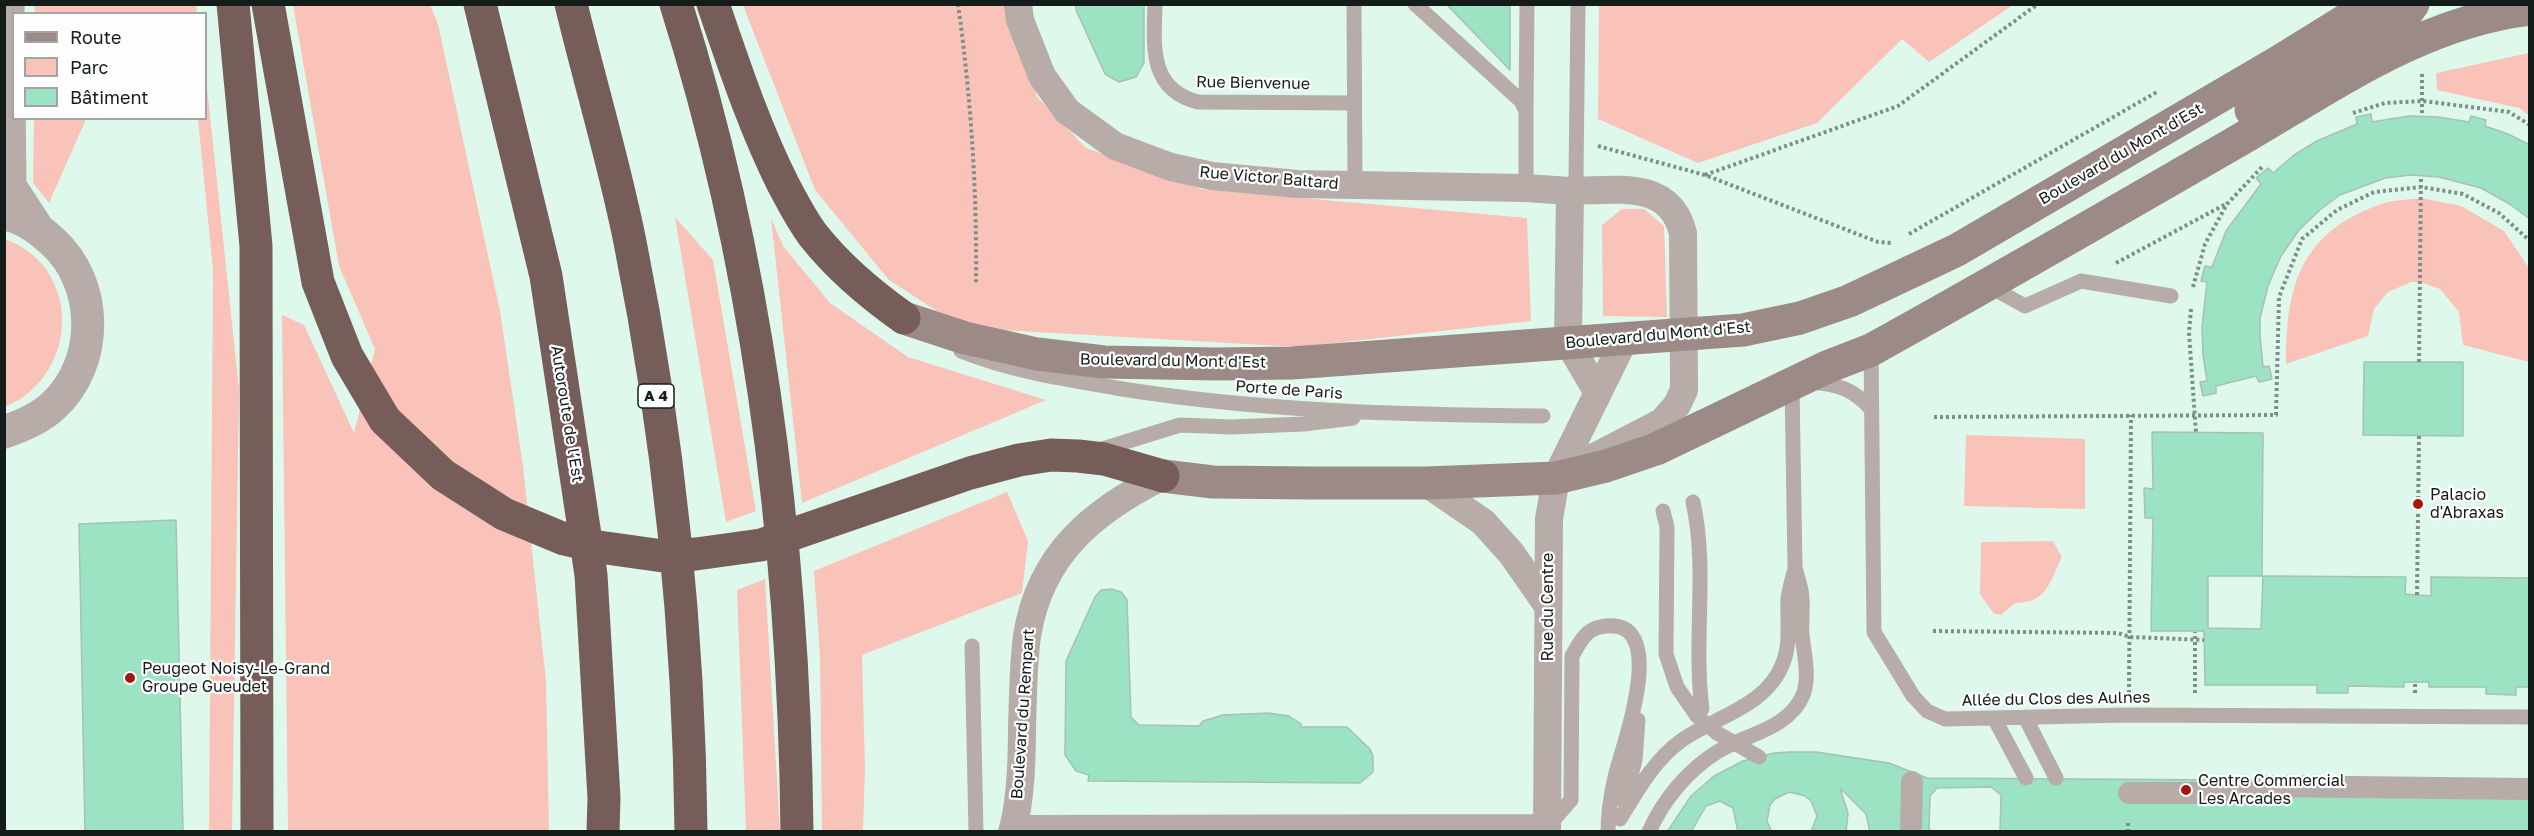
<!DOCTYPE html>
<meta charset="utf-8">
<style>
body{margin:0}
#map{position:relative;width:2534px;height:836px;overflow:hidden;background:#def9eb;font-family:"Golos Text",sans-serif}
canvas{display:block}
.frame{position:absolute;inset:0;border:6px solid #131c18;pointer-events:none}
.legend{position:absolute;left:12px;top:12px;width:195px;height:108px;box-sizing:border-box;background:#fefefe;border:2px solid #a0a4a2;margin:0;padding:8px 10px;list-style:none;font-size:18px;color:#131c18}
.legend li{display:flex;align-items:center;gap:12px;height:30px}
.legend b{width:30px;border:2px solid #a0a4a2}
</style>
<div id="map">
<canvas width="2534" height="836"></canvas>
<div class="frame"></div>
<ul class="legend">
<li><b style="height:8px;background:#9c8a87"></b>Route</li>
<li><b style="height:16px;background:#f9c3b9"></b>Parc</li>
<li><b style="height:16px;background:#9be3c2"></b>Bâtiment</li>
</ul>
</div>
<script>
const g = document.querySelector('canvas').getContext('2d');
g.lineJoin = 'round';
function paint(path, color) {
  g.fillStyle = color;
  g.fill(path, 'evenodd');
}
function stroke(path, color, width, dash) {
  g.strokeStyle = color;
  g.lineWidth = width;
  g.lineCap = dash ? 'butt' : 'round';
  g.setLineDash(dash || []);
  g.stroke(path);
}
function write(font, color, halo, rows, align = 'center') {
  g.font = font + ' "Golos Text",sans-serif';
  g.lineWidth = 4.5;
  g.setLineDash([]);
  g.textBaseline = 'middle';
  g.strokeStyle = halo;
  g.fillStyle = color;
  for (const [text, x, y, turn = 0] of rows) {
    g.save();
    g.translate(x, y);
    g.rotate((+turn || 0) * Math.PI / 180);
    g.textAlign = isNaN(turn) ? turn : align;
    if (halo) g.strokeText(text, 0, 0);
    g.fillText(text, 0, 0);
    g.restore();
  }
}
paint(new Path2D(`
 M35,4l161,1 1,8h-162z
 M293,5h137l8,19 62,287 23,155 23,215 3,150h-261l-6,-516 22,10 50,108 21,-84 -36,-83z
 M743,5h268l26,92 49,51 115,41 326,29 4,103 -232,26 -298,-17 -55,-13 -57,-37 -74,-90z
 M1599,5v-1l414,1 -84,57 -27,-23 -85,84 -119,40 -100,-44z
 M2529,53v62l-10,-7 -82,-18 -1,-17z
 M206,78l33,311 -7,443 -23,-1 4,-561 -15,-151 8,-1z
 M34,119h52l-37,84 -16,-20z
 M2421,198l40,8 43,25 25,37v94l-66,-17 -4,-33 -19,-23 -20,-7h-9l-23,10 -14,17 -6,27 -82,28c0,-76 13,-129 90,-158 13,-6 31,-6 45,-8z
 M1622,209h22l20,17 3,91 -64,-1 -1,-91z
 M675,217l38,43 43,251 -30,11z
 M771,218l12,28 47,57 78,54 138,43 -244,103z
 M5,239c15,6 30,15 40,29 35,48 14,117 -40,139z
 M1966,435l119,4v70l-121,-3z
 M1007,492l21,49 -6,52 -160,62 3,113 -2,63h-41l-2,-174 -6,-86z
 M2053,541l9,16c-13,26 -15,46 -47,46l-14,12 -7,-1 -14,-20 1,-52z
 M765,579l15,252h-34l-9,-241z`), '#f9c3b9');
const building = new Path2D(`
 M1076,4h68v59l-8,14 -17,5 -14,-8 -29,-64z
 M1446,4h64v66z
 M2371,114l1,8 37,-6 29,1 31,5 2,-6 15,4 -1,6 23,8 22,11v74l-22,-16 -27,-15 -42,-11 -28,-2 -26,3 -45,17 -19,14 -22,21 -18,26 -13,30 -8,32v17l3,32 6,-1 3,13 -13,3 -3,-6 -40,10v7l-13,3 -3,-14 7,-1 -4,-26 -1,-28 5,-45 -6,-1 4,-15 7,1 14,-36 35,-47 -5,-6 12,-10 5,5 21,-18 23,-14 40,-17 -1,-7z
 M2364,362h99v74l-100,-1z
 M2152,432l111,1 -1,143h-54v52l53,1 2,-53 143,1 -1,17 26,2v-19l99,1v109h-14v8l-30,-1v-7h-57v-5h-25v5l-56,-1v7h-31v-8h-112l-1,-54h-53l2,-113h-8l-1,-30 9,1z
 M176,520l7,312h-98l-6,-308z
 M1112,589l9,3 6,8 4,117 8,8 60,1 4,-5 20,-6 45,-2 21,3 12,8v3h46l23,22 3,7v16l-13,11 -272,-2 1,-6 -13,-4 -11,-16 1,-94 29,-64 6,-7z
 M1790,752h26l73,11 38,15 603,4v50h-660l-4,-18 -26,-26 8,25 -2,19h-35l6,-16 -6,-15 -6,-5 -16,-4 -14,7 -5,6 -3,16 5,11h-34l-5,-24 -13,-7 -14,5 -15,26h-24l24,-36 23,-20 29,-15 31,-8z
 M1991,787l10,8 -1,37h-71l1,-36 7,-8z`);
paint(building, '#9be3c2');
stroke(building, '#a7c1b4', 1.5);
stroke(new Path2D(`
 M958,4c13,93 19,186 18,279
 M2422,74v42
 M2353,113l32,-10 38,-2 86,11 21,13
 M1598,146l107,29 173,67 13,1
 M1705,175l193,-69 140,-102
 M1909,234l248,-142
 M2116,263l110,-59
 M2193,287l12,-43 22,-40 36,-38
 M2191,309l-2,24 7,100
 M2419,362l2,-186
 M1934,417l342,-2 3,-118 23,-58 35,-29 37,-18 47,-5 42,7 36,19 31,28
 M2417,595l2,-159
 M1933,631l185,2 12,4 74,3
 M2129,693l2,-278
 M2195,693v-61
 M2415,693v-11
 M2128,832v-12`), '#7d9086', 4, [3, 3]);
stroke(new Path2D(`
 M1155,4c-1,41 -7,85 43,98l156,1
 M1354,4l1,181
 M1415,4l106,97 5,10v77
 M1526,111l1,-107
 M1570,191l6,-14 2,-173
 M1987,285l38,21 56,-25 90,15
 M1871,350l3,282 39,64 14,15 18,8 183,-4 402,2
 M961,351c50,20 103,28 155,37 141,23 285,27 427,28
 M1811,382c26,2 43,7 61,28
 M1096,451l84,-26 51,2 73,-3 49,-6
 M1693,502c15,67 0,138 9,207
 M1663,511l4,16 -1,127 11,33 20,29 20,17 42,24
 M972,646l4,186
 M2025,717l31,61
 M1994,718l32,60
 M1624,802l11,-42 3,-40
 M1620,819c17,-28 34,-59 62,-79 35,-24 85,-34 101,-77 8,-20 4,-43 5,-64 1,-9 4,-19 6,-27
 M1549,825l22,-25 1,-144c7,-12 13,-26 28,-29 74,-15 22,119 15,150 -4,18 -7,36 -7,55
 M1649,832c14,-32 38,-61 68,-80 28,-18 71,-22 86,-57 7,-18 1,-41 -1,-60 -1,-12 1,-24 0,-36 0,-11 -5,-22 -7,-32l-3,-182`), '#b8aca9', 15);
stroke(new Path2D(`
 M2129,793h124l10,-7 267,3
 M1911,832l1,-50`), '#b8aca9', 22);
stroke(new Path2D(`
 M1018,4l2,16 22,56 25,35 48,35 56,21 41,9 85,8 229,4 44,3
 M1587,461l75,-39 15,-17 7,-15 -1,-157c-14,-55 -68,-42 -113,-42l-2,151 30,51
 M1426,483l57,39 28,31 37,53
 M1013,829l534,-1
 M1012,832c9,-30 10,-74 10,-105 1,-30 1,-61 5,-91 13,-82 66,-125 136,-160
 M1547,832l2,-313 7,-41 69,-140`), '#b8aca9', 28);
stroke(new Path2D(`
 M8,4l2,182 28,43
 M4,214c18,3 35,15 48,27 47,42 48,122 1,165 -14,13 -31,20 -49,26`), '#b8aca9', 33);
stroke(new Path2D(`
 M2251,110l115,-75 42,-24 5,-7
 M904,318l61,20 72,16 67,8 111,2 77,-1 451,-33 57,-12 49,-17 108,-51 323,-189 92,-57
 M1163,476l50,6 98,1h115l130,-5 50,-12 50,-17 171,-82 44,-17c121,-67 240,-136 360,-205 95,-54 187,-123 299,-136`), '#9c8a87', 33);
stroke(new Path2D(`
 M233,4l23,242 1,586
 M268,4l50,278 29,74 38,64 58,55 61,39 60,25 35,8 64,9 33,-2 65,-9 209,-72 49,-13 32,-5 27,1 26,3 59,17
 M480,4l66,272 45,299 13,223 -1,34
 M571,4c19,79 43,158 59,238 39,194 59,391 61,590
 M676,4c85,268 118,548 121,828
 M713,4c21,61 41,122 70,180 9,17 18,35 30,51 26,33 57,59 91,83`), '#765d59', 33);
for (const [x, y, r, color] of [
 [2418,504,6,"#a8160b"],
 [130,678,6,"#a8160b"],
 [2186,790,6,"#a8160b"]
]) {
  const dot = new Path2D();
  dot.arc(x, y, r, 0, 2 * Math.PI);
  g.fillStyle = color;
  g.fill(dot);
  stroke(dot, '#fefefe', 2);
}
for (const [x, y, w] of [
 [656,396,36]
]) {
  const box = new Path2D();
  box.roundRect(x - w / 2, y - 12, w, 24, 4.5);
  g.fillStyle = '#fefefe';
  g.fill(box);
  stroke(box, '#131c18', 1.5);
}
write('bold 15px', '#131c18', null, [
 ["A 4",656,396]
]);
write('16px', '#131c18', '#fefefe', [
 ["Rue Bienvenue",1253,83,1],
 ["Boulevard du Mont d'Est",2121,154,-30],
 ["Rue Victor Baltard",1269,178,5],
 ["Boulevard du Mont d'Est",1658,335,-5],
 ["Boulevard du Mont d'Est",1173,361,1],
 ["Porte de Paris",1289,390,4],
 ["Autoroute de l’Est",567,414,81],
 ["Rue du Centre",1548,607,-90],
 ["Allée du Clos des Aulnes",2056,699,-1],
 ["Boulevard du Rempart",1023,714,-86]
]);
write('16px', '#131c18', '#fefefe', [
 ["Palacio",2430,495],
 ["d'Abraxas",2430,513],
 ["Peugeot Noisy-Le-Grand",142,669],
 ["Groupe Gueudet",142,687],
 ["Centre Commercial",2198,781],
 ["Les Arcades",2198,799]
], 'left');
</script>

----------------

How to complete this task
Find the lines above that include the string "canvas" and copy them.

Your response
canvas{display:block}
<canvas width="2534" height="836"></canvas>
const g = document.querySelector('canvas').getContext('2d');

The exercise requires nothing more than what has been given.